5.一度予約をキャンセルしてしまったために通院しにくくなった!
6.治療に対する理解が得られなかった!

こうした点についてお話します。

まず、1番目の『初期の治療により出血等の症状が改善したから!』の話になります。
『歯ブラシの時に歯肉から出血がある』ということを主訴として来院された方に多いのですが、
歯周病の治療を始めると出血と腫れは、急速に治まってきます。
もちろんこの時点で歯周病治療が終了する方もいらしゃいます。

しかし、重度歯周病の場合、出血が治まっても、歯周病が完全には、治っていないこともあります。

歯周病の治療は、
まず、検査、
そして治療(初期治療)、
その後どこまで治ったかを判断するために再度検査を行います。

この再検査を行って、きちんと歯周病が改善されたことを確認してから治療が終了となるのです。

しかし、患者様の中には、『出血や腫れが良くなったから治ったんだ!』という自己判断で治療を中断される方もいらしゃいます。
しかし、現実的には、まだ歯周病は完全には治っていないケースもあります。
結果的に、歯周病は再発し、数年後には、初診時の状態以上に問題が悪化していることも良く経験します。
一度 歯周病治療を開始された患者様が途中で中断し、再度来院された時には、初診時以上に問題が大きくなているのです。

自己判断は危険です。
中途半端にせず、きちんち治療を行うことが重要なのです。

次に2番目の『仕事等が忙しく、通院する時間がない!』ということです。
これは、ご本人の意思だけではありませんので、難しいことです。
私達歯科医師としても、『通院 時間がない!』ということに対しては、どうすることもできません。
ただし、一つ言えることは、治療を進める段階で、どうしても ある程度短期的に治療を行わなければならないこともありますし、ある程度治療期間をあけても大丈夫 という段階もあります。

例えば、歯周病治療を開始する段階で、『初期治療(基本治療)』 という治療があります。
初期治療の中でも歯肉の炎症を抑える重要な治療が『ルートプレーニング(SRP)』になります。
この治療方法についての詳細は、省略しますので、以下をご覧になって下さい。
    ・ルートプレーニング(SRP)

このルートプレーニングは、歯肉の内部に侵入した 汚れ を撤去する治療です。
ただし、全ての歯を1回で行うことは、難しいことであり、
当医院では、上下顎、左右側を4つのブロックに分けて行います。
つまり、4回に分けて『ルートプレーニング(SRP)』を行うのです。
1回の治療次回は、病状によっても違いますが、40分〜60分程度かかります。

通常この治療(『ルートプレーニング(SRP)』)は、1週間に1回程度の間隔で行います。

この『ルートプレーニング(SRP)』により、治療を行った部位からは、歯周病細菌の減少が起ります。

ただし、1部位行ったのみでは、治療を行っていない他の部位には、まだ歯周病細菌の感染が残っているのです。

この治療を行っていない部位(細菌感染がまだ存在する部位)から
治療を行った部位(『ルートプレーニング(SRP)』を行った部位)に感染を起こすのです。

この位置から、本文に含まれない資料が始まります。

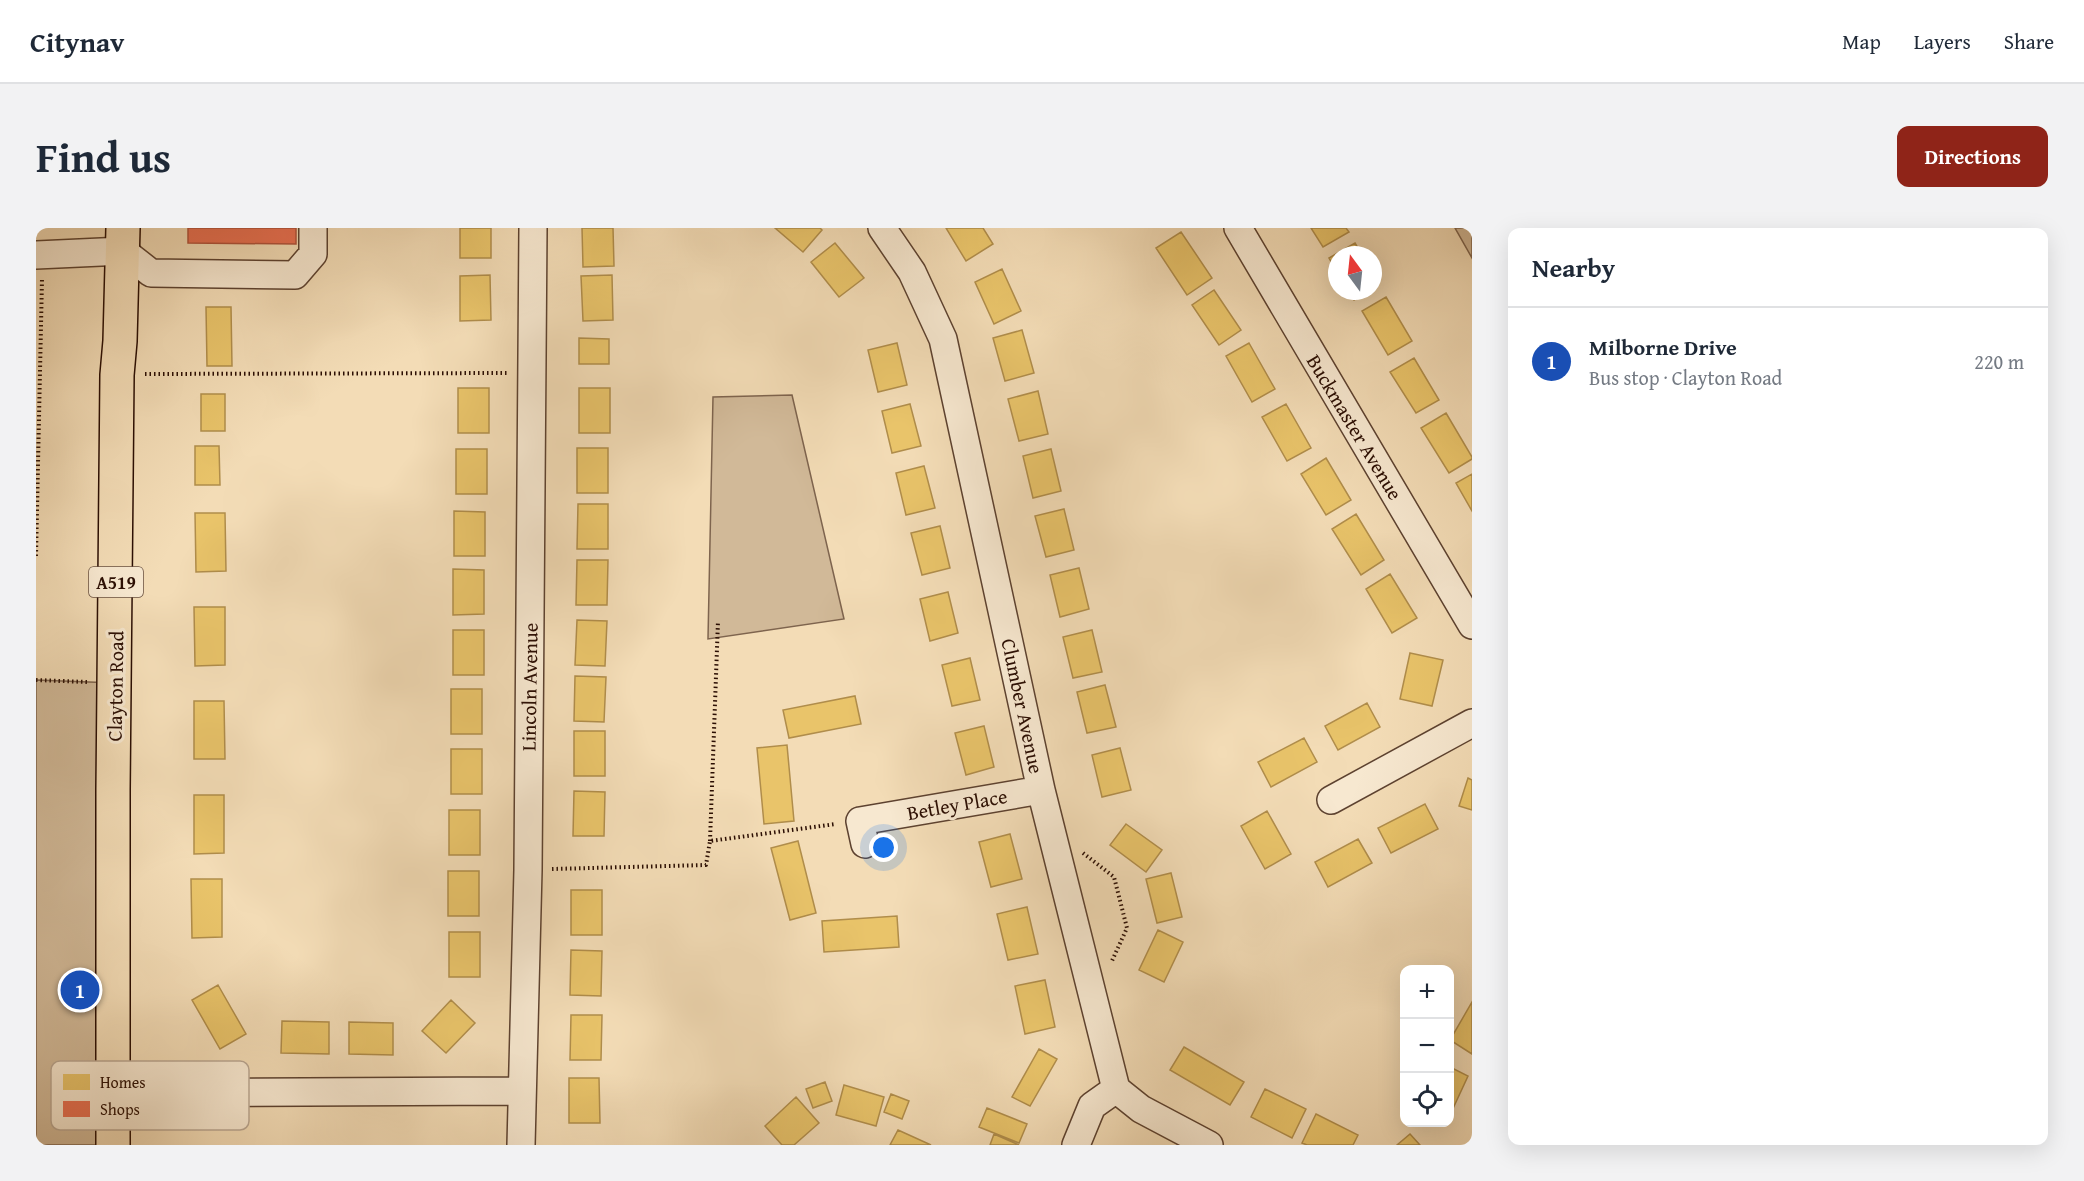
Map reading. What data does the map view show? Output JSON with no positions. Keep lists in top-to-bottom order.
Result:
{
  "streets": {
    "main road": ["A519", "Clayton Road"],
    "street": [
      "Buckmaster Avenue",
      "Lincoln Avenue",
      "Clumber Avenue",
      "Betley Place"
    ]
  },
  "crossings": [
    ["Clumber Avenue", "Betley Place"]
  ],
  "legend": ["Homes", "Shops"],
  "north": "top",
  "page": {
    "header": "Citynav",
    "nav": ["Map", "Layers", "Share"],
    "title": "Find us",
    "buttons": "Directions",
    "heading": "Nearby",
    "list": [
      {
        "mark": "1",
        "name": "Milborne Drive",
        "note": "Bus stop · Clayton Road",
        "value": "220 m"
      }
    ],
    "map_buttons": ["+", "−"],
    "pins": "1"
  }
}
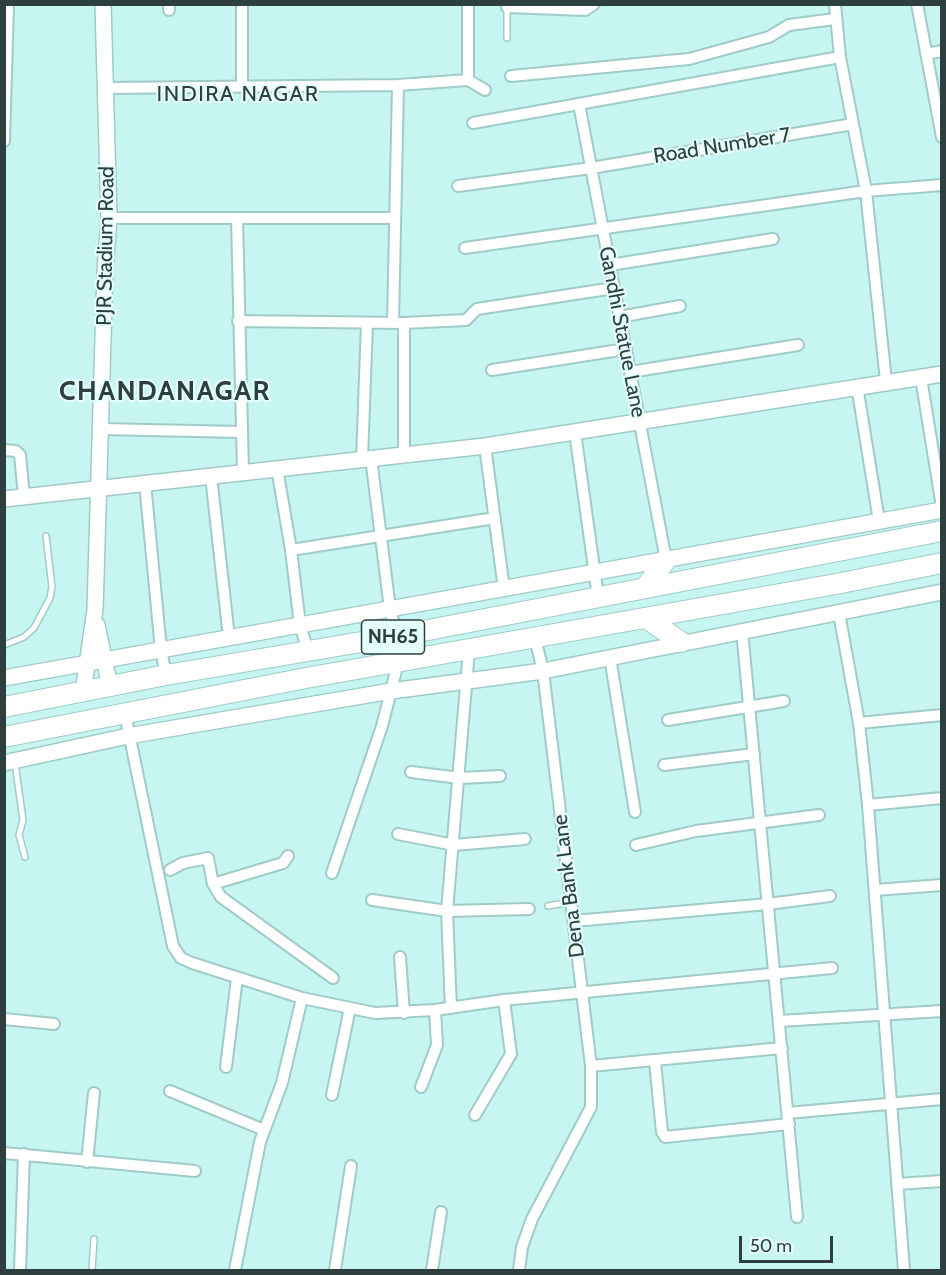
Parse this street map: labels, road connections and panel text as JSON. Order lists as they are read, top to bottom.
{
  "streets": {
    "highway": ["NH65"],
    "street": [
      "Road Number 7",
      "PJR Stadium Road",
      "Gandhi Statue Lane",
      "Dena Bank Lane"
    ]
  },
  "crossings": [
    ["Road Number 7", "Gandhi Statue Lane"],
    ["NH65", "Dena Bank Lane"]
  ],
  "districts": ["INDIRA NAGAR", "CHANDANAGAR"],
  "scale_bar": "50 m"
}
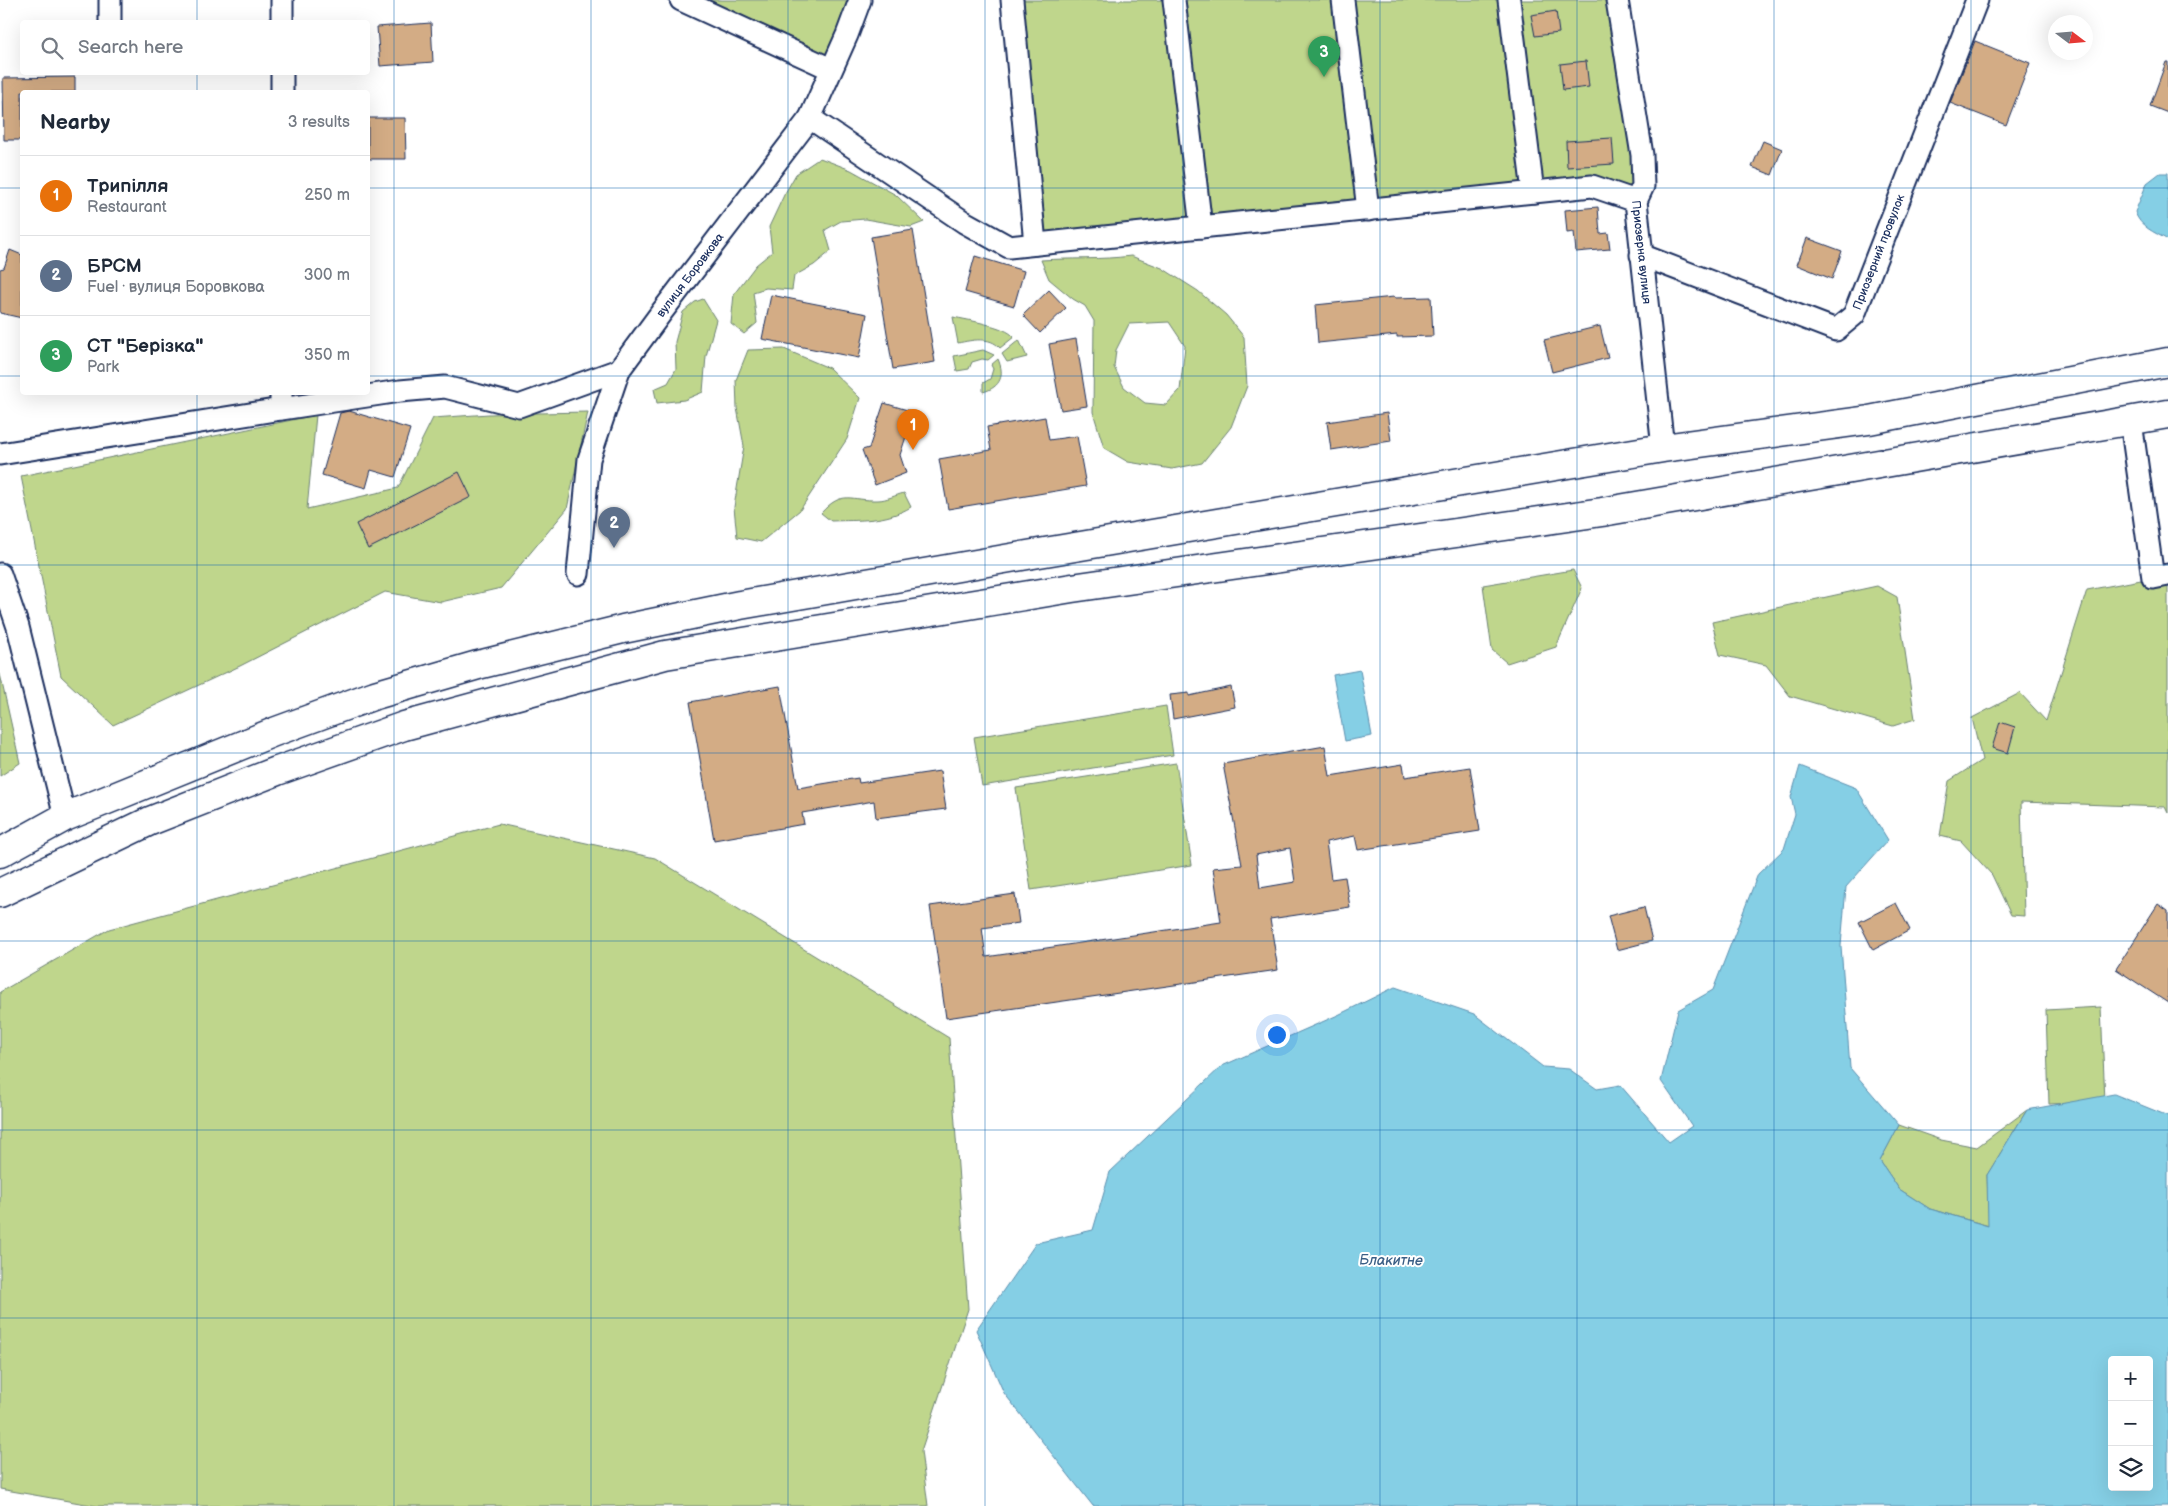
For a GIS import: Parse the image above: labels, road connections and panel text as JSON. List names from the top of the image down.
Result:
{
  "streets": {
    "street": ["Приозерний провулок", "Приозерна вулиця", "вулиця Боровкова"]
  },
  "crossings": [
    ["Приозерний провулок", "Приозерна вулиця"]
  ],
  "water": ["Блакитне"],
  "north": "right",
  "page": {
    "search": "Search here",
    "pins": ["3", "1", "2"],
    "heading": ["Nearby", "3 results"],
    "list": [
      {
        "mark": "1",
        "name": "Трипілля",
        "note": "Restaurant",
        "value": "250 m"
      },
      {
        "mark": "2",
        "name": "БРСМ",
        "note": "Fuel · вулиця Боровкова",
        "value": "300 m"
      },
      {
        "mark": "3",
        "name": "СТ \"Берізка\"",
        "note": "Park",
        "value": "350 m"
      }
    ],
    "map_buttons": ["+", "−"]
  }
}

そのため、『ルートプレーニング(SRP)』を開始した場合には、ある程度短期的に続けることが重要です。

1回『ルートプレーニング(SRP)』を行っても、次の『ルートプレーニング(SRP)』を行うのが何ヶ月という期間がかかってしまっては、まだ感染している部位から再感染をしてしまい、結果的に治療効果が認められないこともあります。

そのため、お忙しい患者様の場合には、この治療ステップは、どうしても連続して治療を受けれ必要性があることを十分にご説明させていただいています。

『仕事が忙しい!』ということが最もなことですが、
『歯周病を治したい!』というお気持ちがあるのであれば、
どこかで時間を作らなければなりません。

そのため、時間的な制約がある方は、どうしても通院しやすい歯科医院を選択することも重要です。

また、治療開始前に、現在の生活スタイル 等を担当医にきちんと説明し、
どのくらいの通院が必要であるかど事前に確認することも大切です。


3番目以降の話については、次回のブログで解説します。


次回の歯周病ブログは9/5(月)です。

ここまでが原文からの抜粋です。